Analysis of Environmental Factors Contributing to the Eyewall Replacement Cycle of Hurricanes
Open Access
- Author:
- Christino, Martha
- Area of Honors:
- Meteorology
- Degree:
- Bachelor of Science
- Document Type:
- Thesis
- Thesis Supervisors:
- Paul Markowski, Thesis Supervisor
Paul Markowski, Thesis Honors Advisor
Anthony Carl Didlake, Jr., Faculty Reader
George Spencer Young, Thesis Supervisor - Keywords:
- Hurricanes
Machine Learning
Eyewall Replacement Cycle
Hurricane Intensification
Environmental - Abstract:
- Even the most advanced hurricane forecast models have difficulty predicting eyewall replacement cycles (ERCs) in tropical cyclones. Most research has attempted to solve this problem by working to understand the dynamic and kinematic drivers of an ERC. This project proposes an alternative approach focused on analyzing the changes in measurable environmental factors and utilizing a machine learning algorithm to predict the ERC. The aim of the first phase of this project is to establish which environmental factors are linked to the initial development of a secondary eye wall. Thirty-seven occurrences of secondary eyewall formation (SEF) in hurricanes between 1984 and 2018 were selected based on the criteria used in Sitkowski, et al. (2011). Each SEF event was matched with a similarly intensifying hurricane that did not experience a subsequent SEF event based on the year and storm intensity. Using environmental data from the Statistical Hurricane Intensity Prediction Scheme (SHIPS) predictor files, the change in each environmental variable at six-hour intervals for twenty-four hours before the start of SEF was analyzed.

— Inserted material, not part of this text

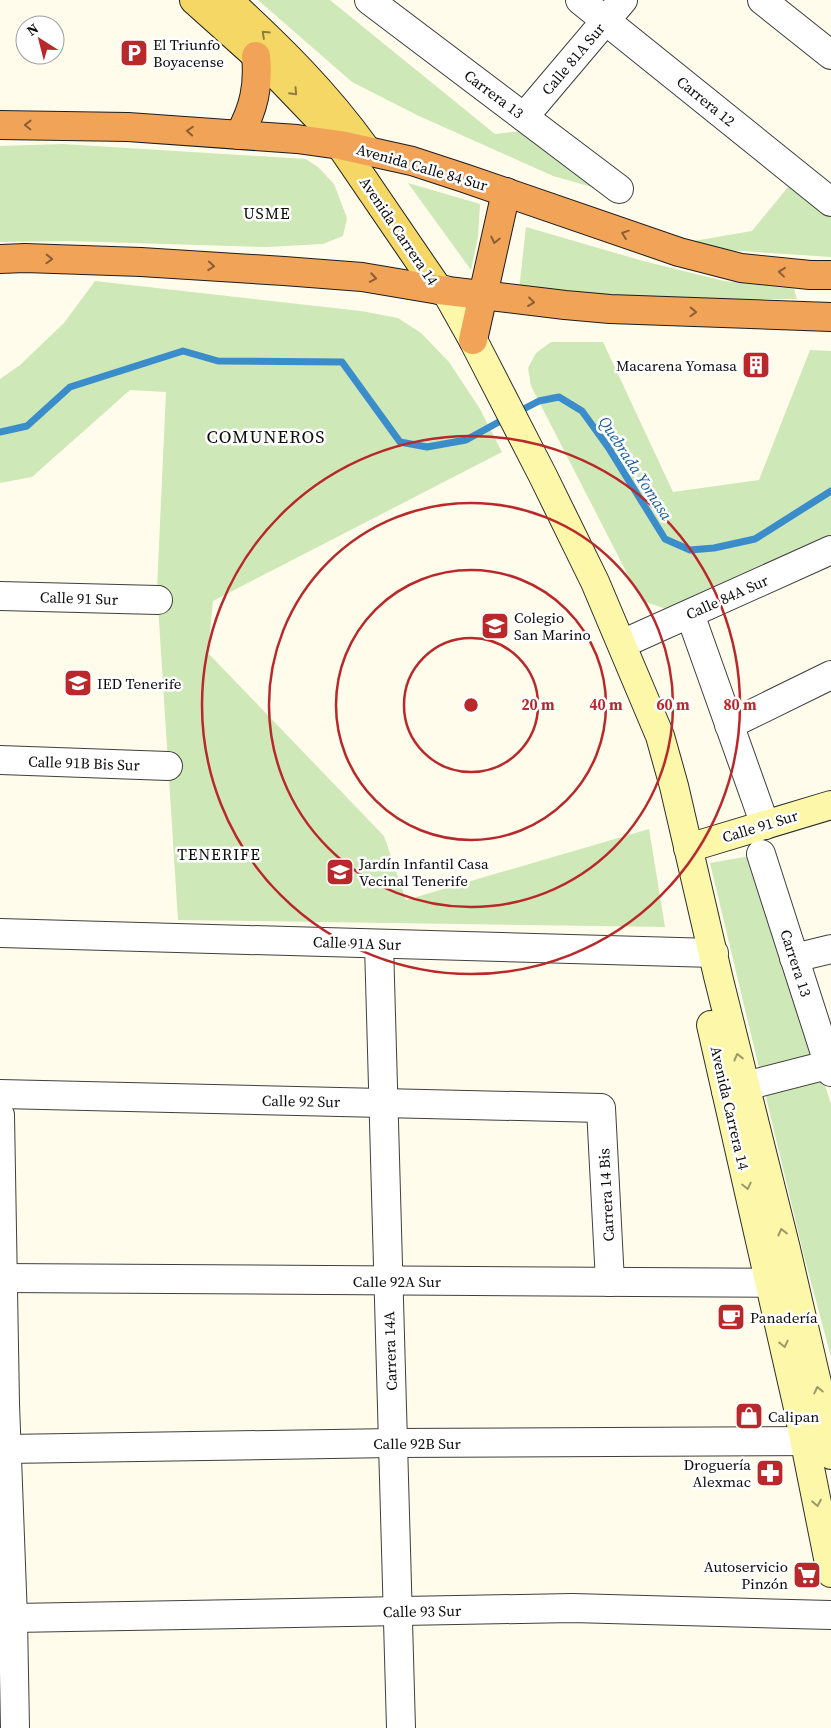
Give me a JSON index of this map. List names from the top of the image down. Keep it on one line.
{"streets":{"highway":["Avenida Calle 84 Sur"],"main road":["Avenida Carrera 14","Calle 91 Sur"],"street":["Calle 81A Sur","Carrera 13","Carrera 12","Calle 84A Sur","Calle 91B Bis Sur","Calle 91A Sur","Calle 92 Sur","Carrera 14 Bis","Calle 92A Sur","Carrera 14A","Calle 92B Sur","Calle 93 Sur"]},"crossings":[["Calle 81A Sur","Carrera 13"],["Calle 81A Sur","Carrera 12"],["Avenida Calle 84 Sur","Avenida Carrera 14"],["Avenida Carrera 14","Calle 84A Sur"],["Avenida Carrera 14","Calle 91 Sur"],["Avenida Carrera 14","Calle 91A Sur"],["Avenida Carrera 14","Calle 92A Sur"],["Avenida Carrera 14","Calle 92B Sur"],["Calle 91A Sur","Carrera 14A"],["Calle 92 Sur","Carrera 14 Bis"],["Calle 92 Sur","Carrera 14A"],["Carrera 14 Bis","Calle 92A Sur"],["Calle 92A Sur","Carrera 14A"],["Carrera 14A","Calle 92B Sur"],["Carrera 14A","Calle 93 Sur"]],"districts":["USME","COMUNEROS","TENERIFE"],"water":["Quebrada Yomasa"],"places":{"parking":["El Triunfo Boyacense"],"building":["Macarena Yomasa"],"school or university":["Colegio San Marino","IED Tenerife","Jardín Infantil Casa Vecinal Tenerife"],"cafe":["Panadería"],"shop":["Calipan"],"pharmacy":["Droguería Alexmac"],"supermarket":["Autoservicio Pinzón"]},"north":"top left","rings":["20 m","40 m","60 m","80 m"]}
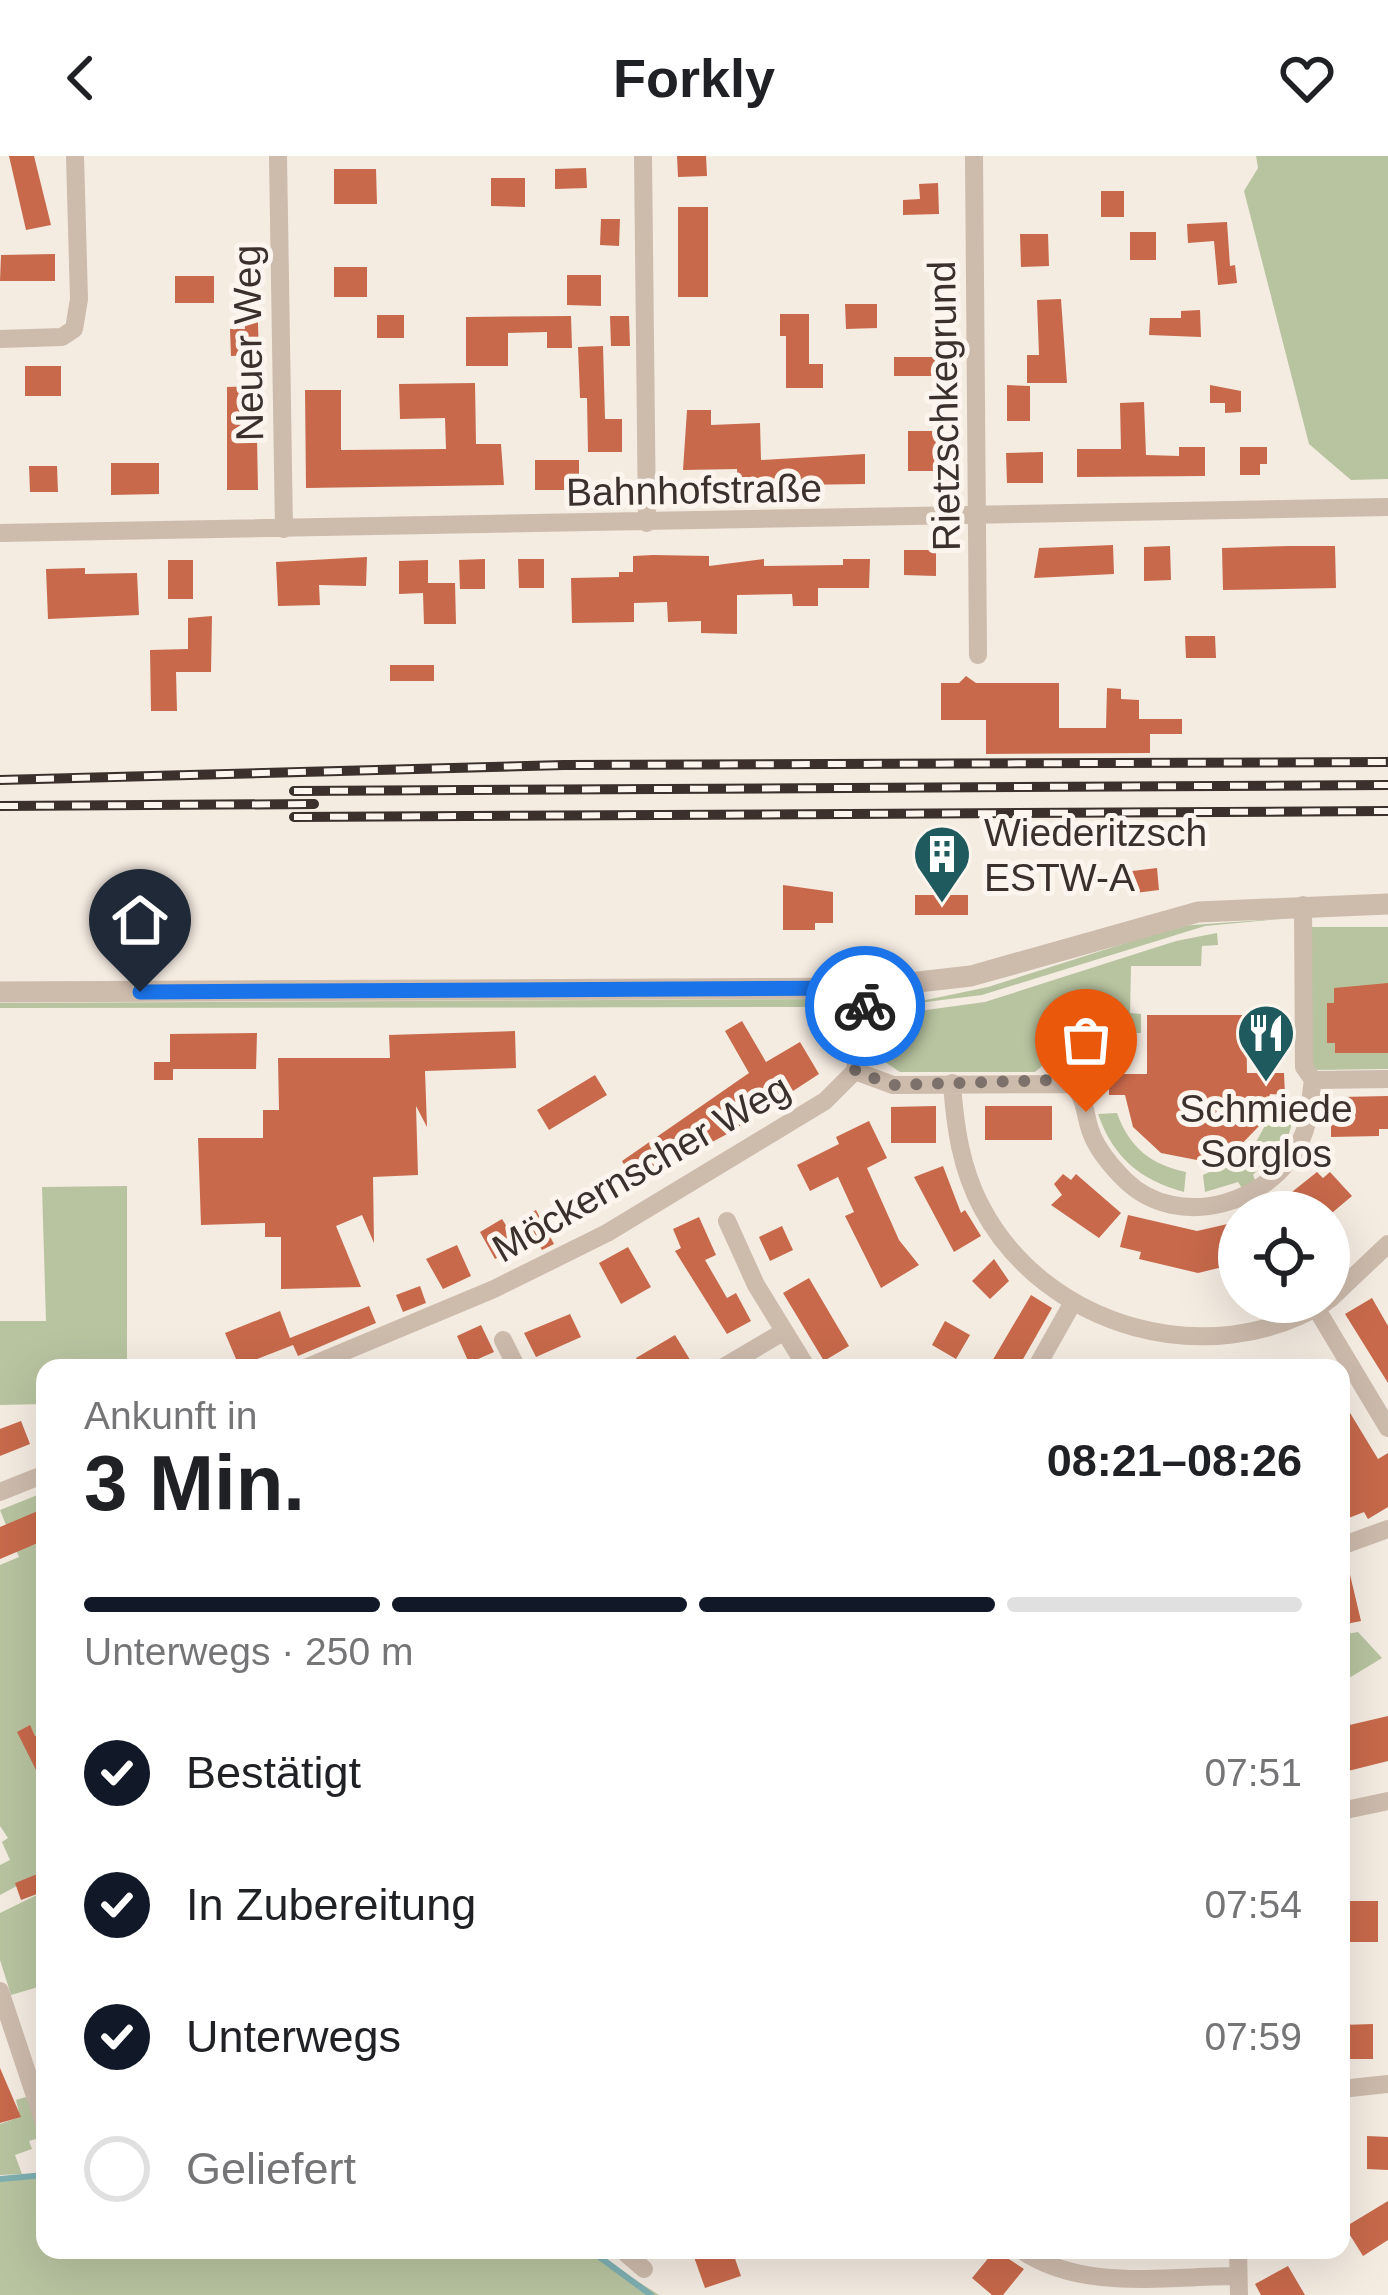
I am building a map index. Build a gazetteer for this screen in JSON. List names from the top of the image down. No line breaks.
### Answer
{"streets":{"street":["Neuer Weg","Rietzschkegrund","Bahnhofstraße","Möckernscher Weg"]},"crossings":[["Neuer Weg","Bahnhofstraße"],["Rietzschkegrund","Bahnhofstraße"]],"places":{"building":["Wiederitzsch ESTW-A"],"restaurant":["Schmiede Sorglos"]},"page":{"header":"Forkly","heading":["3 Min.","Ankunft in","08:21–08:26"],"bar":"Unterwegs · 250 m","list":[["Bestätigt","07:51"],["In Zubereitung","07:54"],["Unterwegs","07:59"],"Geliefert"]}}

The environmental variables that experience the most significant change prior to SEF will determine which variables should be used as predictors in a machine learning program designed to predict SEF onset. The goal of this research is to create an algorithm capable of predicting a SEF event twenty-four hours in advance. This algorithm will be compared to existing statistical SEF prediction schemes. Predicting ERC events will allow hurricane track and intensity models to produce more accurate forecasts and emergency response centers to accordingly alter evacuation zones, resulting in decreased economic loss and fatalities.